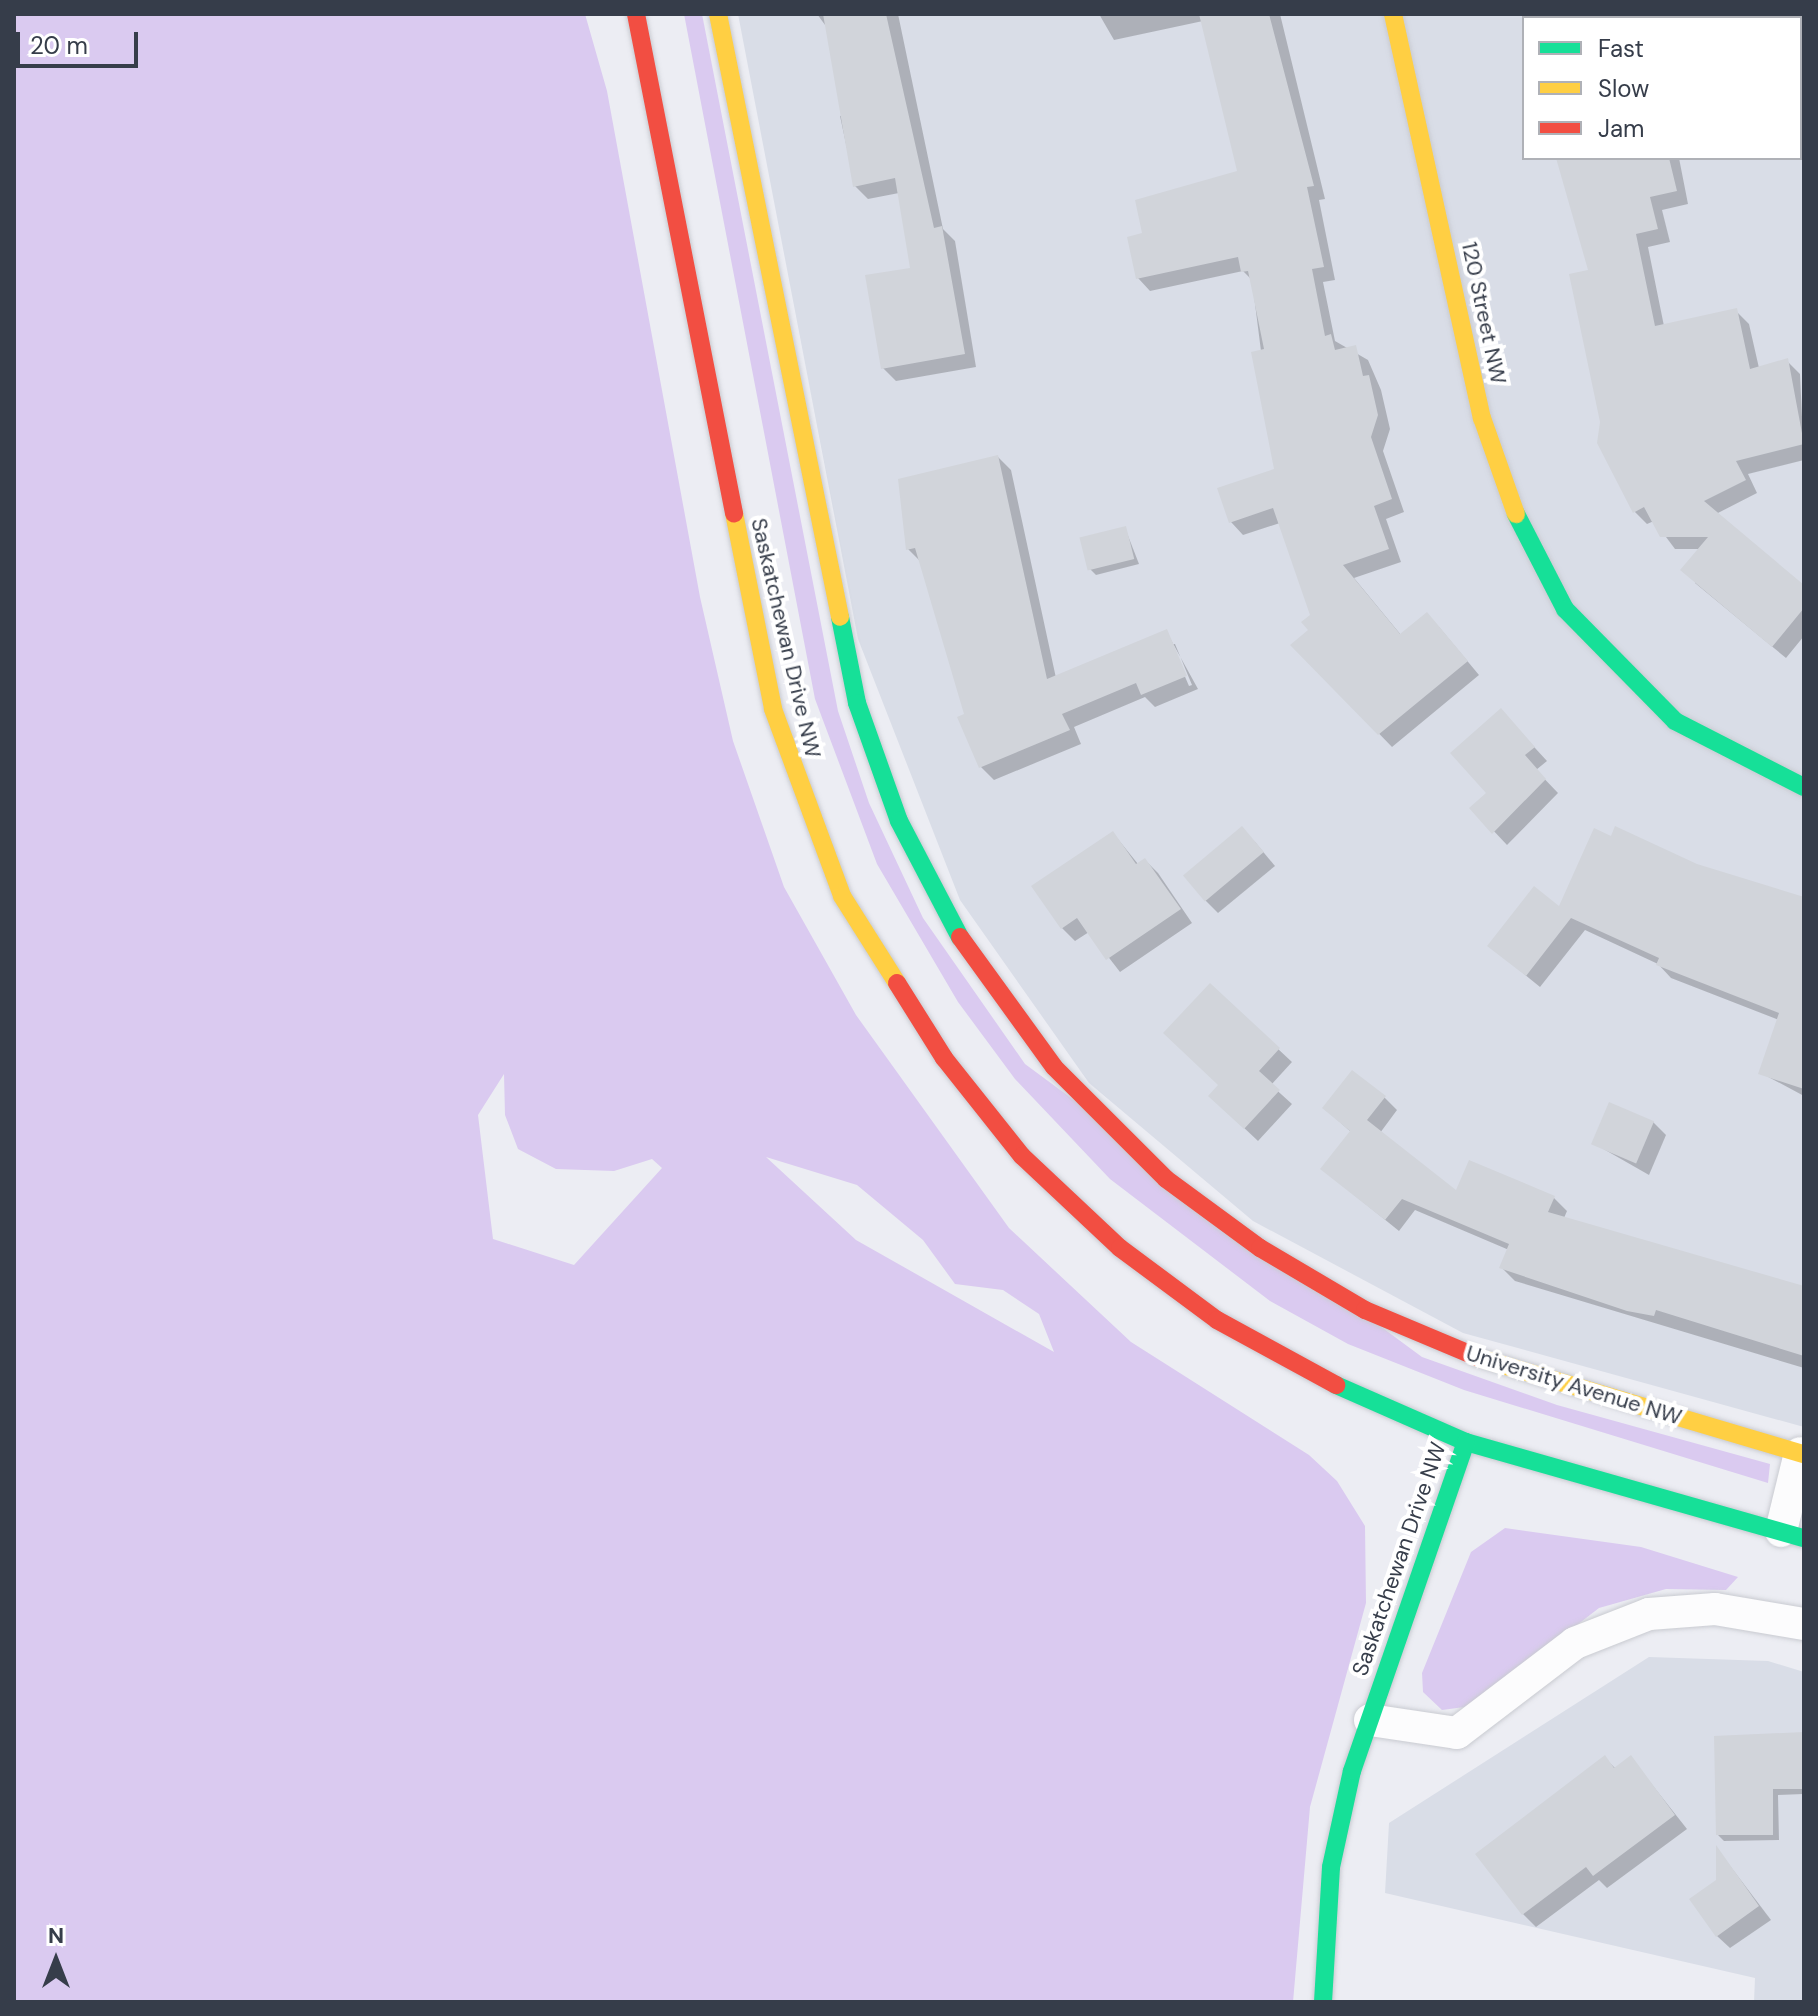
<!DOCTYPE html>
<style>
body{margin:0}
#map{position:relative;width:1818px;height:2016px;overflow:hidden;background:#ecedf3;font-family:"DM Sans",sans-serif}
div>[style]{position:absolute}
.residential>*{inset:0;background:#d9dde7}
.green>*{inset:0;background:#dacaf0}
.shadow>*{inset:0;background:#0003;transform-origin:0 0}
.building>*{inset:0;background:#d1d4da;transform-origin:0 0}
.roads{filter:drop-shadow(0 0 2px #c9cbd1) drop-shadow(0 0 2px #c9cbd1)}
.street>*{height:32px;margin:-16px;padding:0 16px;transform-origin:16px;border-radius:16px;background:#fcfcfd}
.fast>*{height:18px;margin:-9px;padding:0 9px;transform-origin:9px;border-radius:9px;background:#16e098}
.slow>*{height:18px;margin:-9px;padding:0 9px;transform-origin:9px;border-radius:9px;background:#ffcf43}
.jam>*{height:18px;margin:-9px;padding:0 9px;transform-origin:9px;border-radius:9px;background:#f24e42}
span{translate:-50% -50%;white-space:nowrap;text-align:center;line-height:1.15;-webkit-text-stroke:8px #fff;paint-order:stroke}
.street-label{font-size:22px;color:#363d4a}
.frame{position:absolute;inset:0;border:16px solid #363d4a;pointer-events:none}
.legend{position:absolute;left:1522px;top:16px;width:280px;height:144px;box-sizing:border-box;background:#fff;border:2px solid #afb1b7;margin:0;padding:10px 14px;list-style:none;font-size:24px;color:#363d4a}
.legend li{display:flex;align-items:center;gap:16px;height:40px}
.legend b{width:40px;border:2px solid #afb1b7}
.north{position:absolute;left:16px;top:1920px;width:80px;height:80px;-webkit-text-stroke:6px #fff;paint-order:stroke;rotate:0deg;font-size:22px;font-weight:700;line-height:32px;text-align:center;color:#363d4a}
.north::after{content:'';display:block;margin:auto;width:28px;height:36px;background:#363d4a;clip-path:polygon(50% 0,100% 100%,50% 72%,0 100%)}
.scale{position:absolute;left:16px;top:32px;width:122px;height:36px;box-sizing:border-box;border:4px solid #363d4a;border-top:0;padding-left:10px;font-size:24px;line-height:28px;white-space:nowrap;color:#363d4a;-webkit-text-stroke:6px #fff;paint-order:stroke}
</style>
<div id="map">
<div class="residential">
<i style="clip-path:polygon(evenodd,738px 14px,1804px 14px,1804px 1427px,1463px 1333px,1253px 1221px,1089px 1083px,960px 900px,858px 639px,738px 14px,1524px 18px,1800px 18px,1800px 158px,1524px 158px,1524px 18px)"></i>
<i style="clip-path:polygon(1649px 1657px,1768px 1661px,1804px 1672px,1804px 2002px,1754px 2002px,1755px 1978px,1385px 1893px,1389px 1823px)"></i>
</div>
<div class="green">
<i style="clip-path:polygon(evenodd,14px 14px,585px 14px,607px 91px,700px 597px,733px 741px,784px 887px,856px 1015px,1009px 1228px,1131px 1342px,1309px 1455px,1337px 1481px,1365px 1526px,1366px 1603px,1310px 1807px,1293px 2002px,14px 2002px,14px 14px,504px 1074px,505px 1115px,518px 1149px,556px 1169px,614px 1171px,652px 1159px,662px 1168px,574px 1265px,493px 1239px,478px 1115px,504px 1074px,14px 14px,766px 1157px,857px 1185px,923px 1240px,955px 1284px,1003px 1290px,1039px 1314px,1054px 1352px,856px 1240px,766px 1157px)"></i>
<i style="clip-path:polygon(684px 14px,702px 14px,838px 711px,869px 803px,923px 918px,1025px 1064px,1422px 1357px,1557px 1405px,1770px 1464px,1768px 1483px,1464px 1390px,1348px 1344px,1270px 1301px,1110px 1179px,1015px 1079px,958px 1002px,877px 864px,815px 699px)"></i>
<i style="clip-path:polygon(1505px 1528px,1641px 1547px,1738px 1577px,1726px 1590px,1666px 1589px,1599px 1608px,1472px 1706px,1442px 1710px,1423px 1692px,1422px 1673px,1471px 1552px)"></i>
</div>
<div class="shadow">
<i style="clip-path:polygon(817px 14px,898px 14px,943px 229px,955px 241px,976px 367px,896px 381px,883px 368px,912px 270px,899px 193px,868px 199px,855px 186px,840px 116px,848px 114px,828px 29px)"></i>
<i style="clip-path:polygon(1099px 14px,1280px 14px,1325px 199px,1319px 200px,1335px 280px,1323px 282px,1335px 341px,1368px 360px,1381px 390px,1390px 429px,1383px 451px,1404px 512px,1386px 519px,1401px 562px,1354px 578px,1401px 635px,1439px 627px,1479px 675px,1392px 747px,1293px 645px,1311px 631px,1312px 616px,1280px 523px,1243px 535px,1231px 522px,1276px 470px,1252px 280px,1243px 271px,1150px 291px,1138px 278px,1145px 235px,1239px 173px,1203px 21px,1114px 40px)"></i>
<i style="left:1528px;top:14px;width:119px;height:4px"></i>
<i style="clip-path:polygon(1558px 158px,1679px 158px,1688px 204px,1662px 210px,1670px 242px,1648px 247px,1664px 326px,1736px 311px,1749px 324px,1759px 368px,1787px 361px,1800px 374px,1804px 460px,1748px 474px,1757px 493px,1716px 514px,1804px 588px,1804px 636px,1786px 658px,1695px 583px,1700px 549px,1675px 549px,1654px 521px,1647px 524px,1634px 511px,1590px 271px)"></i>
<i style="clip-path:polygon(evenodd,998px 457px,1011px 470px,1056px 678px,1166px 631px,1198px 689px,1155px 707px,1145px 697px,1074px 727px,1081px 744px,994px 780px,981px 767px,920px 561px,908px 549px,998px 457px,1171px 644px,1175px 644px,1192px 685px,1189px 686px,1171px 644px)"></i>
<i style="clip-path:polygon(1125px 528px,1139px 564px,1096px 575px,1090px 569px)"></i>
<i style="clip-path:polygon(1513px 724px,1547px 761px,1536px 770px,1558px 793px,1507px 845px,1472px 808px,1488px 793px)"></i>
<i style="clip-path:polygon(1113px 833px,1138px 864px,1145px 860px,1158px 873px,1192px 923px,1120px 972px,1089px 932px,1075px 941px,1062px 928px)"></i>
<i style="clip-path:polygon(1255px 842px,1275px 866px,1218px 913px,1205px 900px)"></i>
<i style="clip-path:polygon(1696px 866px,1804px 903px,1804px 1096px,1761px 1073px,1779px 1020px,1671px 978px,1658px 964px,1585px 930px,1540px 987px,1490px 946px,1559px 909px)"></i>
<i style="clip-path:polygon(1210px 986px,1292px 1062px,1271px 1085px,1292px 1104px,1258px 1141px,1224px 1109px)"></i>
<i style="clip-path:polygon(1384px 1097px,1397px 1110px,1380px 1133px,1457px 1193px,1554px 1198px,1567px 1211px,1564px 1218px,1804px 1288px,1804px 1368px,1515px 1281px,1502px 1268px,1509px 1250px,1415px 1210px,1399px 1231px,1322px 1169px,1351px 1132px,1324px 1108px)"></i>
<i style="clip-path:polygon(1653px 1122px,1666px 1135px,1649px 1175px,1593px 1143px)"></i>
<i style="clip-path:polygon(1804px 1734px,1804px 1794px,1778px 1795px,1779px 1840px,1724px 1841px,1718px 1835px)"></i>
<i style="clip-path:polygon(1605px 1758px,1616px 1769px,1631px 1758px,1687px 1829px,1607px 1888px,1599px 1880px,1536px 1927px,1523px 1914px)"></i>
<i style="clip-path:polygon(1718px 1850px,1771px 1920px,1730px 1948px,1717px 1936px)"></i>
</div>
<div class="building">
<i style="clip-path:polygon(823px 14px,886px 14px,934px 228px,942px 226px,965px 354px,881px 369px,865px 275px,910px 268px,895px 178px,853px 187px)"></i>
<i style="clip-path:polygon(1199px 14px,1269px 14px,1314px 186px,1307px 187px,1324px 267px,1312px 269px,1325px 336px,1331px 334px,1335px 350px,1356px 345px,1363px 376px,1369px 375px,1378px 415px,1371px 437px,1392px 499px,1374px 506px,1389px 549px,1343px 565px,1400px 634px,1427px 612px,1468px 661px,1378px 735px,1290px 645px,1308px 630px,1301px 622px,1310px 615px,1273px 508px,1229px 523px,1217px 488px,1274px 469px,1251px 352px,1264px 349px,1248px 271px,1241px 272px,1238px 257px,1136px 279px,1127px 237px,1142px 233px,1135px 200px,1237px 171px)"></i>
<i style="clip-path:polygon(1556px 158px,1669px 158px,1677px 191px,1650px 197px,1658px 229px,1636px 234px,1655px 326px,1737px 308px,1750px 369px,1788px 358px,1804px 444px,1736px 461px,1746px 480px,1704px 501px,1804px 585px,1804px 608px,1772px 647px,1680px 570px,1708px 537px,1660px 537px,1644px 507px,1633px 513px,1597px 443px,1600px 422px,1569px 274px,1588px 270px)"></i>
<i style="clip-path:polygon(998px 455px,1047px 679px,1167px 629px,1187px 676px,1141px 695px,1136px 683px,1062px 714px,1070px 730px,979px 768px,957px 717px,964px 714px,915px 548px,906px 550px,898px 479px)"></i>
<i style="left:1126px;top:526px;width:34px;height:48px;rotate:76deg"></i>
<i style="clip-path:polygon(1501px 708px,1535px 747px,1525px 755px,1546px 779px,1492px 834px,1469px 808px,1486px 793px,1450px 753px)"></i>
<i style="left:1242px;top:826px;width:34px;height:77px;rotate:50deg"></i>
<i style="clip-path:polygon(1615px 826px,1697px 864px,1804px 897px,1804px 1089px,1758px 1074px,1779px 1013px,1656px 965px,1659px 958px,1571px 918px,1526px 976px,1487px 946px,1534px 886px,1559px 906px,1594px 828px,1611px 836px)"></i>
<i style="clip-path:polygon(1113px 831px,1136px 864px,1145px 858px,1181px 909px,1106px 960px,1077px 918px,1061px 929px,1031px 886px)"></i>
<i style="clip-path:polygon(1210px 983px,1280px 1048px,1259px 1071px,1280px 1090px,1244px 1129px,1208px 1096px,1218px 1085px,1163px 1033px)"></i>
<i style="clip-path:polygon(1352px 1070px,1386px 1096px,1367px 1120px,1456px 1190px,1469px 1160px,1555px 1196px,1548px 1212px,1804px 1286px,1804px 1356px,1656px 1310px,1654px 1316px,1627px 1311px,1499px 1268px,1509px 1244px,1402px 1199px,1385px 1220px,1320px 1169px,1350px 1131px,1322px 1108px)"></i>
<i style="left:1609px;top:1102px;width:49px;height:46px;rotate:23deg"></i>
<i style="clip-path:polygon(1804px 1732px,1804px 1789px,1773px 1789px,1773px 1835px,1716px 1835px,1714px 1736px)"></i>
<i style="clip-path:polygon(1605px 1755px,1614px 1768px,1631px 1755px,1675px 1815px,1593px 1876px,1586px 1867px,1522px 1915px,1475px 1854px)"></i>
<i style="clip-path:polygon(1716px 1845px,1759px 1906px,1716px 1937px,1689px 1899px,1716px 1880px)"></i>
</div>
<div class="roads">
<div class="street">
<i style="left:1781px;top:1531px;width:80px;rotate:-76.3deg"></i>
<i style="left:1370px;top:1720px;width:88px;rotate:8.5deg"></i>
<i style="left:1457px;top:1733px;width:148px;rotate:-37.3deg"></i>
<i style="left:1575px;top:1643px;width:79px;rotate:-21.4deg"></i>
<i style="left:1649px;top:1614px;width:66px;rotate:-4.3deg"></i>
<i style="left:1715px;top:1609px;width:90px;rotate:9.6deg"></i>
</div>
<div class="fast">
<i style="left:1516px;top:514px;width:107px;rotate:62.7deg"></i>
<i style="left:1565px;top:609px;width:157px;rotate:45.5deg"></i>
<i style="left:1675px;top:721px;width:145px;rotate:27.1deg"></i>
<i style="left:840px;top:617px;width:88px;rotate:78.8deg"></i>
<i style="left:857px;top:703px;width:125px;rotate:70.4deg"></i>
<i style="left:899px;top:821px;width:131px;rotate:62.3deg"></i>
<i style="left:1336px;top:1385px;width:142px;rotate:23.7deg"></i>
<i style="left:1466px;top:1442px;width:351px;rotate:15.9deg"></i>
<i style="left:1323px;top:2002px;width:135px;rotate:-86.6deg"></i>
<i style="left:1331px;top:1867px;width:98px;rotate:-77.7deg"></i>
<i style="left:1352px;top:1771px;width:348px;rotate:-70.9deg"></i>
</div>
<div class="slow">
<i style="left:718px;top:14px;width:615px;rotate:78.56deg"></i>
<i style="left:1393px;top:14px;width:414px;rotate:77.6deg"></i>
<i style="left:1482px;top:418px;width:102px;rotate:70.5deg"></i>
<i style="left:734px;top:513px;width:200px;rotate:78.7deg"></i>
<i style="left:773px;top:709px;width:199px;rotate:69.7deg"></i>
<i style="left:842px;top:896px;width:103px;rotate:57.7deg"></i>
<i style="left:1479px;top:1358px;width:339px;rotate:16.5deg"></i>
</div>
<div class="jam">
<i style="left:636px;top:14px;width:509px;rotate:78.89deg"></i>
<i style="left:960px;top:937px;width:160px;rotate:54.1deg"></i>
<i style="left:1054px;top:1067px;width:158px;rotate:45deg"></i>
<i style="left:1166px;top:1179px;width:117px;rotate:36.3deg"></i>
<i style="left:1260px;top:1248px;width:122px;rotate:30.6deg"></i>
<i style="left:1365px;top:1310px;width:124px;rotate:22.8deg"></i>
<i style="left:897px;top:983px;width:89px;rotate:57.9deg"></i>
<i style="left:944px;top:1058px;width:125px;rotate:51.5deg"></i>
<i style="left:1022px;top:1156px;width:134px;rotate:43.2deg"></i>
<i style="left:1120px;top:1248px;width:121px;rotate:36.6deg"></i>
<i style="left:1217px;top:1320px;width:136px;rotate:28.6deg"></i>
</div>
</div>
<div class="street-label">
<span style="left:1484px;top:313px;rotate:78deg">120 Street NW</span>
<span style="left:786px;top:638px;rotate:77deg">Saskatchewan Drive NW</span>
<span style="left:1574px;top:1385px;rotate:17deg">University Avenue NW</span>
<span style="left:1399px;top:1559px;rotate:-71deg">Saskatchewan Drive NW</span>
</div>
<div class="frame"></div>
<ul class="legend">
<li><b style="height:10px;background:#16e098"></b>Fast</li>
<li><b style="height:10px;background:#ffcf43"></b>Slow</li>
<li><b style="height:10px;background:#f24e42"></b>Jam</li>
</ul>
<div class="north">N</div>
<div class="scale">20 m</div>
</div>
---
Exercise aim
Among the lines above, find the one with "1097px,1397px 1110px,1380px 1133px,1457px" and the one with "1734px,1804px 1794px,1778px 1795px,1779px". Quote both and everything between them, exactly.

Result of this exercise
<i style="clip-path:polygon(1384px 1097px,1397px 1110px,1380px 1133px,1457px 1193px,1554px 1198px,1567px 1211px,1564px 1218px,1804px 1288px,1804px 1368px,1515px 1281px,1502px 1268px,1509px 1250px,1415px 1210px,1399px 1231px,1322px 1169px,1351px 1132px,1324px 1108px)"></i>
<i style="clip-path:polygon(1653px 1122px,1666px 1135px,1649px 1175px,1593px 1143px)"></i>
<i style="clip-path:polygon(1804px 1734px,1804px 1794px,1778px 1795px,1779px 1840px,1724px 1841px,1718px 1835px)"></i>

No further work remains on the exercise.